According to a Reuters poll of analysts, the blistering rally seen in global stock markets is coming to a close, any further gains will be limited and a correction is likely before the end of the year.

Based on information from the MSCI world equity index, which tracks shares in 50 countries, global stocks have recovered by more than 90 per cent since the first wave of the pandemic. But now they’re struggling to keep pace.

The spread of the unpredictable COVID-19 Delta variant, as well as the US Federal Reserve’s coming plans to taper its asset purchases, are likely to leave equity markets exposed to a greater level of turbulence over the next few months.

“The positive earnings season catalyst now behind us means some of the macro negativity is spilling over into equities,” said Emmanuel Cau, head of European equity strategy at Barclays in London.

“Medium-term though, resilient economic/earnings growth and excess liquidity are likely to remain the dominant market drivers, in our opinion. This should continue to feed the ‘buy the dip’ mentality, although investors may stay on a wait and see mode for now, given the lack of meaningful correction in the past 12 months.”

Last week, stock markets around the world registered their biggest fall since June, but have recovered almost all of those losses in the period since. However, almost two-thirds of the 107 analysts polled said a correction was due by the end of the year, while the remaining 41 analysts thought it was unlikely.

“The fundamental situation is still very supportive even if markets have rejoiced and risen with vigour,” said Tomas Hildebrandt, senior portfolio manager at Evli Bank in Helsinki.

“Nevertheless the strongest economic momentum is peaking, which leads to a somewhat more uncertain terrain.”

Almost all of the 17 indices examined were forecast to retain the double-digit gains made so far this year, based on the average views of another 250 equity analysts surveyed between August 11 and August 24.

But a still-uncertain outcome for US$3.5 trillion (A$4.82 trillion) of planned fiscal spending in the US, along with the threat of higher inflation that might force central banks to wind back stimulus measures, are likely to dent the risk-on sentiment that’s been so prevalent.

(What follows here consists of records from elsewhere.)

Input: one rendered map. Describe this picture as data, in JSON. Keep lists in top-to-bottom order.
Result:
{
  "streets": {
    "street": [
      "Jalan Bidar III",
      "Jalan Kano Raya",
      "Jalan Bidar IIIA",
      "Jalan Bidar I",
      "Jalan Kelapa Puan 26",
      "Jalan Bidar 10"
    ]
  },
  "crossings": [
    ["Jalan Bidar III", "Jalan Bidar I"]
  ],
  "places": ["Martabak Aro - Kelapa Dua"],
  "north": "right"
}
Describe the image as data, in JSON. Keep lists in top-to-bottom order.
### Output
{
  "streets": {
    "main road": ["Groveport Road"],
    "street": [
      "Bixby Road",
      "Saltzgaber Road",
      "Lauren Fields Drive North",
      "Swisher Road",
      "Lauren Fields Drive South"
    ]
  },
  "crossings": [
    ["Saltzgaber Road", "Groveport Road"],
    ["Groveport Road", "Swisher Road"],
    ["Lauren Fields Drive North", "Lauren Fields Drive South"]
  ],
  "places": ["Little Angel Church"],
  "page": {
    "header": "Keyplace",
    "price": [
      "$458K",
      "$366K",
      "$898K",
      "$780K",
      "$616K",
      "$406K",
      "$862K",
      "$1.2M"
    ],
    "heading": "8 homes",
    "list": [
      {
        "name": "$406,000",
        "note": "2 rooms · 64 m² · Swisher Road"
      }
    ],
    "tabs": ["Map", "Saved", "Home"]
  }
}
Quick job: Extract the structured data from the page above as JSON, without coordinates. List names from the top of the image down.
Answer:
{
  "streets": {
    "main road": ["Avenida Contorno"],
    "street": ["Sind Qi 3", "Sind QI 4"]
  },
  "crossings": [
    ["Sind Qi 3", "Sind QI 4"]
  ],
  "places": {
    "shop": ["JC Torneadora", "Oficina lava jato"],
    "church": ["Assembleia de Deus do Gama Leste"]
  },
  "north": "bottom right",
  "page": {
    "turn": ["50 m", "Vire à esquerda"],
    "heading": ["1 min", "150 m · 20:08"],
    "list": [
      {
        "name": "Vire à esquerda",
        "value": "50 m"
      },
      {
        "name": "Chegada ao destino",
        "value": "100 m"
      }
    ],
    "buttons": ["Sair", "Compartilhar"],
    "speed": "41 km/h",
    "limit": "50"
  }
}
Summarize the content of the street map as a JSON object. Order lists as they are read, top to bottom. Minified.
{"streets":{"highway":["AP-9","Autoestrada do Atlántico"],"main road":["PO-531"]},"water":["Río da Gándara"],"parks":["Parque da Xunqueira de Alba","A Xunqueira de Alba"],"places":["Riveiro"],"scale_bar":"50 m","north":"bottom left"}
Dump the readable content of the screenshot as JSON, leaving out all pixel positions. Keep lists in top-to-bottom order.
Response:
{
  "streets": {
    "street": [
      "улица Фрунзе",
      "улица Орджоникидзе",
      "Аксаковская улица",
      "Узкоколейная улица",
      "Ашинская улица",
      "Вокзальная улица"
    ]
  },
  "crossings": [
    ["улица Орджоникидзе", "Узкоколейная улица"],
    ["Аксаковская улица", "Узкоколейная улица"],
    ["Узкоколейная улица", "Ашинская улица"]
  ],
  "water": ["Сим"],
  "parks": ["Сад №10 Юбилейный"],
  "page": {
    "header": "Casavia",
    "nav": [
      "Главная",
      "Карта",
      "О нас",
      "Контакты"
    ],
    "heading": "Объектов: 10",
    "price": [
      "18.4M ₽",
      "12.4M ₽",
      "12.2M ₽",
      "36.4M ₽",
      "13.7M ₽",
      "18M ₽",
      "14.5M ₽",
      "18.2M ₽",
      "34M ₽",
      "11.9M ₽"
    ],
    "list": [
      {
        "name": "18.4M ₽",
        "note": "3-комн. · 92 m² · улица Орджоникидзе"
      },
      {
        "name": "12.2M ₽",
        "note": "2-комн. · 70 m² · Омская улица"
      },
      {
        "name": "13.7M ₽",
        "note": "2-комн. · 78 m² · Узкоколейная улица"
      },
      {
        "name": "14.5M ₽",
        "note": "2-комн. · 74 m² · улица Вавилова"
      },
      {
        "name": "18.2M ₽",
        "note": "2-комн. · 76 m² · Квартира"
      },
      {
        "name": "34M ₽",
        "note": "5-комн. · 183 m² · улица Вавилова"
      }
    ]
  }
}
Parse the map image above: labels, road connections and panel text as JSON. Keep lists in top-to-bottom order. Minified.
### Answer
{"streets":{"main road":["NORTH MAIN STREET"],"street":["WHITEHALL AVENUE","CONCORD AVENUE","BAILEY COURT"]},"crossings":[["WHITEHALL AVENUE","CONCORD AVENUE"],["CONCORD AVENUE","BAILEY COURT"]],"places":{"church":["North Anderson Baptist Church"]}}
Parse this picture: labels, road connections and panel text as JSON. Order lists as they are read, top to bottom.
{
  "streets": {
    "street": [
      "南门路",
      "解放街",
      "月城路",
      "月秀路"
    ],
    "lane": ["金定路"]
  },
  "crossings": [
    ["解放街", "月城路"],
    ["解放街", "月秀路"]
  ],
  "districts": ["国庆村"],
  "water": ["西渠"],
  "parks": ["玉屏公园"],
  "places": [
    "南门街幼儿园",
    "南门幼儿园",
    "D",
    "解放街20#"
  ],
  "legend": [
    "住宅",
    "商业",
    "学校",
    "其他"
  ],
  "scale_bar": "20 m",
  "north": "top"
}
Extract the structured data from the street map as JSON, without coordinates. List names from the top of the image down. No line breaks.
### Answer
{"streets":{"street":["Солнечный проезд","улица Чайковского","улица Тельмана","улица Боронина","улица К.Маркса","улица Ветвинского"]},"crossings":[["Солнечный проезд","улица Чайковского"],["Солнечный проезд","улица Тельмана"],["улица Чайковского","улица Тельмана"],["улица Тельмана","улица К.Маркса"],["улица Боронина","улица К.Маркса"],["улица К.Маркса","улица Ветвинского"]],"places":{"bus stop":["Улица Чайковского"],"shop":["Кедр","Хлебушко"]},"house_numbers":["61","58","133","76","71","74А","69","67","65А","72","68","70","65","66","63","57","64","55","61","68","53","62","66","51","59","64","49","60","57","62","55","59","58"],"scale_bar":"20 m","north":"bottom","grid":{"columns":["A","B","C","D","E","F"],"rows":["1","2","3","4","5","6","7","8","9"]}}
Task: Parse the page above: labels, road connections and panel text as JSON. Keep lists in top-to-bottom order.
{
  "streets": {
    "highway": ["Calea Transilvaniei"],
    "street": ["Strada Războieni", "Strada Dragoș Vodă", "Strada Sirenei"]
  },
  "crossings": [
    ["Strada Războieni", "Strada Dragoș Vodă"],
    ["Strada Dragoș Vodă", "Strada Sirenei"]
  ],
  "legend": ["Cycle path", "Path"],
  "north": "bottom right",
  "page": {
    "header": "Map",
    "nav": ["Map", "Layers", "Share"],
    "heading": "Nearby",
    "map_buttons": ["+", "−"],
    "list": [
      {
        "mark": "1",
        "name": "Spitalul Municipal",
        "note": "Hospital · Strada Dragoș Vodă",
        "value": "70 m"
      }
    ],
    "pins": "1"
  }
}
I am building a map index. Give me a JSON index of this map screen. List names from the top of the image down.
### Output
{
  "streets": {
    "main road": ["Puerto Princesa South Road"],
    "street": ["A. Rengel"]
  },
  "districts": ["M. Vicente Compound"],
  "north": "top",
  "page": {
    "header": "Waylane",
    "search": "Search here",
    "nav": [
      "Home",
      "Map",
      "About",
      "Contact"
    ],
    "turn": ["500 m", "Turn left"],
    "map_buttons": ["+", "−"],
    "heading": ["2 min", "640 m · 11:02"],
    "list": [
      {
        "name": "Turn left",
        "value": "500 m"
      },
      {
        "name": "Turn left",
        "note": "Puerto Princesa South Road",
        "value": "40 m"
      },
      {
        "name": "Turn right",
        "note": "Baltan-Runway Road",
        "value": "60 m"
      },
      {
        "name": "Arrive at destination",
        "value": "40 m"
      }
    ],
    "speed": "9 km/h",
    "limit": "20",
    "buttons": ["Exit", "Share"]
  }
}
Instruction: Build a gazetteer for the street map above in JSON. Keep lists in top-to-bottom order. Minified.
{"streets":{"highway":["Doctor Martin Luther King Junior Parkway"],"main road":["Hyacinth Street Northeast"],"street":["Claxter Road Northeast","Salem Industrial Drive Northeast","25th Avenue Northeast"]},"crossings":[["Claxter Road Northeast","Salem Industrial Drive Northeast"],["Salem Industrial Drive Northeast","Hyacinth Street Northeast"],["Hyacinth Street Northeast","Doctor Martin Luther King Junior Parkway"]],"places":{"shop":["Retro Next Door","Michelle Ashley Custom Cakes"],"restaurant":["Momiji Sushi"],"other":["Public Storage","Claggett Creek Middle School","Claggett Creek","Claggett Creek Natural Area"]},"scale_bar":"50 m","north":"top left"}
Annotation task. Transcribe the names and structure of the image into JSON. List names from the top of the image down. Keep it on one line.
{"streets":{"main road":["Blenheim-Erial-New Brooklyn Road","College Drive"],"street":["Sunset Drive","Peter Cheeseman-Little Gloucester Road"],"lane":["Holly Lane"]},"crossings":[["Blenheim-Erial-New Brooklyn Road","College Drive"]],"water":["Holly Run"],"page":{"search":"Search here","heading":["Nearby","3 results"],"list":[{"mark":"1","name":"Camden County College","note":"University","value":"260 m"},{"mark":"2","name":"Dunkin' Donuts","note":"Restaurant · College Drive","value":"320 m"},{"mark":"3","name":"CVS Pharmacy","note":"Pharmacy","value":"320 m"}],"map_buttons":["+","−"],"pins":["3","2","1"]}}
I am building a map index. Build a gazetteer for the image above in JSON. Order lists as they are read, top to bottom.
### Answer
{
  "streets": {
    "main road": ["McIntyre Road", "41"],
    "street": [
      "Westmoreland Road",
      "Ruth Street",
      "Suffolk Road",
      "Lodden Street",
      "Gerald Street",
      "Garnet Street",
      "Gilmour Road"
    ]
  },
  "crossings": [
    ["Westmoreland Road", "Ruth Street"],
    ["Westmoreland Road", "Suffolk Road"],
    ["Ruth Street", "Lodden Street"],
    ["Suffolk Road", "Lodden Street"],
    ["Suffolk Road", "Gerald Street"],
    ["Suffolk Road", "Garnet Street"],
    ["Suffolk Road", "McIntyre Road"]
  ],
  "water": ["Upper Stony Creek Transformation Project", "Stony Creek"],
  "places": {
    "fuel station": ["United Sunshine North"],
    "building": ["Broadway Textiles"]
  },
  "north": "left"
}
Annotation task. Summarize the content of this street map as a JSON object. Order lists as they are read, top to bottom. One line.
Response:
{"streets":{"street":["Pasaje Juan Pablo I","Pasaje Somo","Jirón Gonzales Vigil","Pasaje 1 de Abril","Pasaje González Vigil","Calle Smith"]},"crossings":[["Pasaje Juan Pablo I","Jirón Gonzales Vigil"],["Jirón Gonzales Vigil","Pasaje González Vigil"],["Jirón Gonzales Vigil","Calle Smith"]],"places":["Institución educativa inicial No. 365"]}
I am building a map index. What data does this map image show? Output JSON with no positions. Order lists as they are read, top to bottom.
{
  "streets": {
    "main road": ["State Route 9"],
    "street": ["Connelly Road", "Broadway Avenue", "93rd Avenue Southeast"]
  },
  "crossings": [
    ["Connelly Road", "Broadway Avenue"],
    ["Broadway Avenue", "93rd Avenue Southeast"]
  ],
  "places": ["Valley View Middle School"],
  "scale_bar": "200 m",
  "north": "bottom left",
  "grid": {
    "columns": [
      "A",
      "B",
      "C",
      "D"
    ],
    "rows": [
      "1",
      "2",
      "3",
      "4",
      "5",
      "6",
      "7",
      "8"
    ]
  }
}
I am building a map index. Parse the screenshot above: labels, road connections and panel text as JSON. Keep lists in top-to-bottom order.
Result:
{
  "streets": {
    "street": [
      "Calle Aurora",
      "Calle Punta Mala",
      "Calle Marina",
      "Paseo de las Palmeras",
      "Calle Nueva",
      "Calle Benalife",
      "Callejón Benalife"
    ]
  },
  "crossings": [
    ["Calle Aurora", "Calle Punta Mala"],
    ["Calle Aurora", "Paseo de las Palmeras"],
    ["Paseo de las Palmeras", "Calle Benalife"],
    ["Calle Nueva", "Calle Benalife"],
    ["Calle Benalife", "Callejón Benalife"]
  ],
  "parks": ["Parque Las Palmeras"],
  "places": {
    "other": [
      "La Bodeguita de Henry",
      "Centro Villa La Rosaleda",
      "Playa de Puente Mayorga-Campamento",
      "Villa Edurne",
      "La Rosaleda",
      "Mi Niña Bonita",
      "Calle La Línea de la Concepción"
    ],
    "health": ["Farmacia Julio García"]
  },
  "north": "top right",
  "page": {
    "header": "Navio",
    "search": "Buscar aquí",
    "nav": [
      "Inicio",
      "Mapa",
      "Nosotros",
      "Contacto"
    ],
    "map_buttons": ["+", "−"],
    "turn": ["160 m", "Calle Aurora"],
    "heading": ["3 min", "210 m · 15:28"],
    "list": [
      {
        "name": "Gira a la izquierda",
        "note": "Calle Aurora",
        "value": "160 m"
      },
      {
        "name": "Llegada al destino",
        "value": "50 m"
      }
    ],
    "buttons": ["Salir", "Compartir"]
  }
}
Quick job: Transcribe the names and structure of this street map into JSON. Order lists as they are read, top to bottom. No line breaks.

“The market is being driven now by huge amounts of government stimulus and low rates,” said Dan Morgan, senior portfolio manager at Synovus Trust in Atlanta.

“But that can’t last forever.”

Despite central banks around the world preparing to end stimulus measures that were implemented at the height of the pandemic, analysts expect corporate earnings to hold up.

Almost 90 per cent said corporate earnings would rise over the next 12 months, while just a handful anticipates them to stay the same and even fewer thought they would fall.